(Exercise instructions): I need the number of lines in the data that include "Coupiane"; reply with that number alone.

======== Records for this exercise ========

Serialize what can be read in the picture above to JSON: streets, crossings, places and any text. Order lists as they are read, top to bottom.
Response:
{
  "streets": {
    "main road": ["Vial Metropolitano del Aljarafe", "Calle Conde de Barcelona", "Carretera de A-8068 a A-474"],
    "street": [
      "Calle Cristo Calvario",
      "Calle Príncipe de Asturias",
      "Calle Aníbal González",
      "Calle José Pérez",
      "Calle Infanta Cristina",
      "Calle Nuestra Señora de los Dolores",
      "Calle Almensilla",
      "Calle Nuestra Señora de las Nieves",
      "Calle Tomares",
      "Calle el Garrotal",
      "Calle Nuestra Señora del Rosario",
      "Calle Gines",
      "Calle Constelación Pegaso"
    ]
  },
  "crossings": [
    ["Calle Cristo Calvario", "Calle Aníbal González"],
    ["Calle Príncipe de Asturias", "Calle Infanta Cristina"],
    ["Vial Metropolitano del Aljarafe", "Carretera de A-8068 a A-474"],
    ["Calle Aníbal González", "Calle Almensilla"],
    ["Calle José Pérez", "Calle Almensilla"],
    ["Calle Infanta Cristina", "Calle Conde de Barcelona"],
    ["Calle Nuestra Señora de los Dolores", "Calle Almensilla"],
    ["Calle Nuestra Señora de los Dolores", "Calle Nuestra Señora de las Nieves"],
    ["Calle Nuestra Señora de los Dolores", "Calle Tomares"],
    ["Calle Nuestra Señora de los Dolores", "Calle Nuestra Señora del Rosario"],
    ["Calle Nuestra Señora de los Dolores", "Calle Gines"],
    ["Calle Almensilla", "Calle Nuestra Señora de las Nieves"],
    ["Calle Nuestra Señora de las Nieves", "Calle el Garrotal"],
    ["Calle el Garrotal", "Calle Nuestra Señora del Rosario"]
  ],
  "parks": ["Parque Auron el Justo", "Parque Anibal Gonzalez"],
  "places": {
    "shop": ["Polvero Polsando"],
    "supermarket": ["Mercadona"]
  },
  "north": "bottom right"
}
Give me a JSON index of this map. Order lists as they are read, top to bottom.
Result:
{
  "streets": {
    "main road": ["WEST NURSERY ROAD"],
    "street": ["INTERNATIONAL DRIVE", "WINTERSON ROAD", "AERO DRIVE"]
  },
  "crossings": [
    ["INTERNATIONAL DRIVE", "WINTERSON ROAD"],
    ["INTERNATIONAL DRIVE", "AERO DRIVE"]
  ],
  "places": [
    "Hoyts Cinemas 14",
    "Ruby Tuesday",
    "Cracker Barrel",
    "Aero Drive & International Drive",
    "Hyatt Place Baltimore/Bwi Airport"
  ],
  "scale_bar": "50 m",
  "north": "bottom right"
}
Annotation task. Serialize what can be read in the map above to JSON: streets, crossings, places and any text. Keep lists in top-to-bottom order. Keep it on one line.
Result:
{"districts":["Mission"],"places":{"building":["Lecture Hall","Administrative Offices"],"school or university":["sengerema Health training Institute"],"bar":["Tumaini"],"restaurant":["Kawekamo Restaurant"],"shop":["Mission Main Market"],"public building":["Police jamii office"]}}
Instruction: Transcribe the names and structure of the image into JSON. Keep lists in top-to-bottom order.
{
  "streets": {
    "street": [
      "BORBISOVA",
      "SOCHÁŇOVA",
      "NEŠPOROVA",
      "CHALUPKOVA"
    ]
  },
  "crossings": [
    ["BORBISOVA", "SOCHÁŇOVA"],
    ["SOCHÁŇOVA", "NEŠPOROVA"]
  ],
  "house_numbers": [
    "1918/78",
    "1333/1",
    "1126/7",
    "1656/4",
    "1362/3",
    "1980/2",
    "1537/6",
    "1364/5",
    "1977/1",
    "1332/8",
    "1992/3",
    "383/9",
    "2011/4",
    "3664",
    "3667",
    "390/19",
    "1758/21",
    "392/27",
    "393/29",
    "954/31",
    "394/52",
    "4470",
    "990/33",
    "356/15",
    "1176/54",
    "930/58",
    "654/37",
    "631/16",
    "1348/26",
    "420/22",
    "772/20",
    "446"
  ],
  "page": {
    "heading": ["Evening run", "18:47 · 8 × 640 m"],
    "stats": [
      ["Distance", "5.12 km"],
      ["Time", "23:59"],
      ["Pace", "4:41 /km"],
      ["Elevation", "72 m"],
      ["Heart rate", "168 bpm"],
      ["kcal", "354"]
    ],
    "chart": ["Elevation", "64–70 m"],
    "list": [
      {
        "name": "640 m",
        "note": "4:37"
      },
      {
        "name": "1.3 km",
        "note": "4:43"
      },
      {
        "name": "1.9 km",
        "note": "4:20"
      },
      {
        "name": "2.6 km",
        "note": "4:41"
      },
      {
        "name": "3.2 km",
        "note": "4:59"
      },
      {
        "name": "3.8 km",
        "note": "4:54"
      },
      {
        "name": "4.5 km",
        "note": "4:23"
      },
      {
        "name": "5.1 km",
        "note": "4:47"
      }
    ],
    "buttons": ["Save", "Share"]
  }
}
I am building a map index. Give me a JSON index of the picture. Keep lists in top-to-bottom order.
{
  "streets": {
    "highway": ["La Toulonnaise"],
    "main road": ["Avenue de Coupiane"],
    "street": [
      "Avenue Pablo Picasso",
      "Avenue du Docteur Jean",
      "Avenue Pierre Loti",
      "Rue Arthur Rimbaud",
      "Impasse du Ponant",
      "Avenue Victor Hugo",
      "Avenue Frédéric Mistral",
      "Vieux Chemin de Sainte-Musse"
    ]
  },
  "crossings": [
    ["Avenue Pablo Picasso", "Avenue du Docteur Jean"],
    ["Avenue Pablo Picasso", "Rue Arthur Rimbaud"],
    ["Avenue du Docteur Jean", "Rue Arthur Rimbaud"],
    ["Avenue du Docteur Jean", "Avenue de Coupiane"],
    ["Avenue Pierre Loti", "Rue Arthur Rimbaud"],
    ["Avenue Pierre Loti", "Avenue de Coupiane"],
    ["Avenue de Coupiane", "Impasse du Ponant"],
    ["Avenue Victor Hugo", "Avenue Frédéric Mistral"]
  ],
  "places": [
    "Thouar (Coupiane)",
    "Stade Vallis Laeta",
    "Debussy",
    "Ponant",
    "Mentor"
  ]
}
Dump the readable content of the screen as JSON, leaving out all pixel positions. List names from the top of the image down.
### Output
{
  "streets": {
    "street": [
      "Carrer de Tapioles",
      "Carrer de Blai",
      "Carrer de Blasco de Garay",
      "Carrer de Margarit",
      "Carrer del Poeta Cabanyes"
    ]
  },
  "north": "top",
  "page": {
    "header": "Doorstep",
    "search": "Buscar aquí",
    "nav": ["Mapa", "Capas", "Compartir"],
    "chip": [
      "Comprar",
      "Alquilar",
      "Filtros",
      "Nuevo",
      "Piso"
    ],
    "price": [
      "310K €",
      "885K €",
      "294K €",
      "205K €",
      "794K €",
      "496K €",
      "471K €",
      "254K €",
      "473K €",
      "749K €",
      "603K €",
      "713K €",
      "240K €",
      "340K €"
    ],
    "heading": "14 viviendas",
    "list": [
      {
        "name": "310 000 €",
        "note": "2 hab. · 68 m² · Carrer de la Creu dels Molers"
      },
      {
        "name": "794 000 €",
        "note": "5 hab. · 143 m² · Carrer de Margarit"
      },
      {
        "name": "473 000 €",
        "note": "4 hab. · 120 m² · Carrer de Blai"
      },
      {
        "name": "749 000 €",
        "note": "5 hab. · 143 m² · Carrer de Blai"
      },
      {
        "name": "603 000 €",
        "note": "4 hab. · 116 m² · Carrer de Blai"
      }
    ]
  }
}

========

(Solution for this task): 5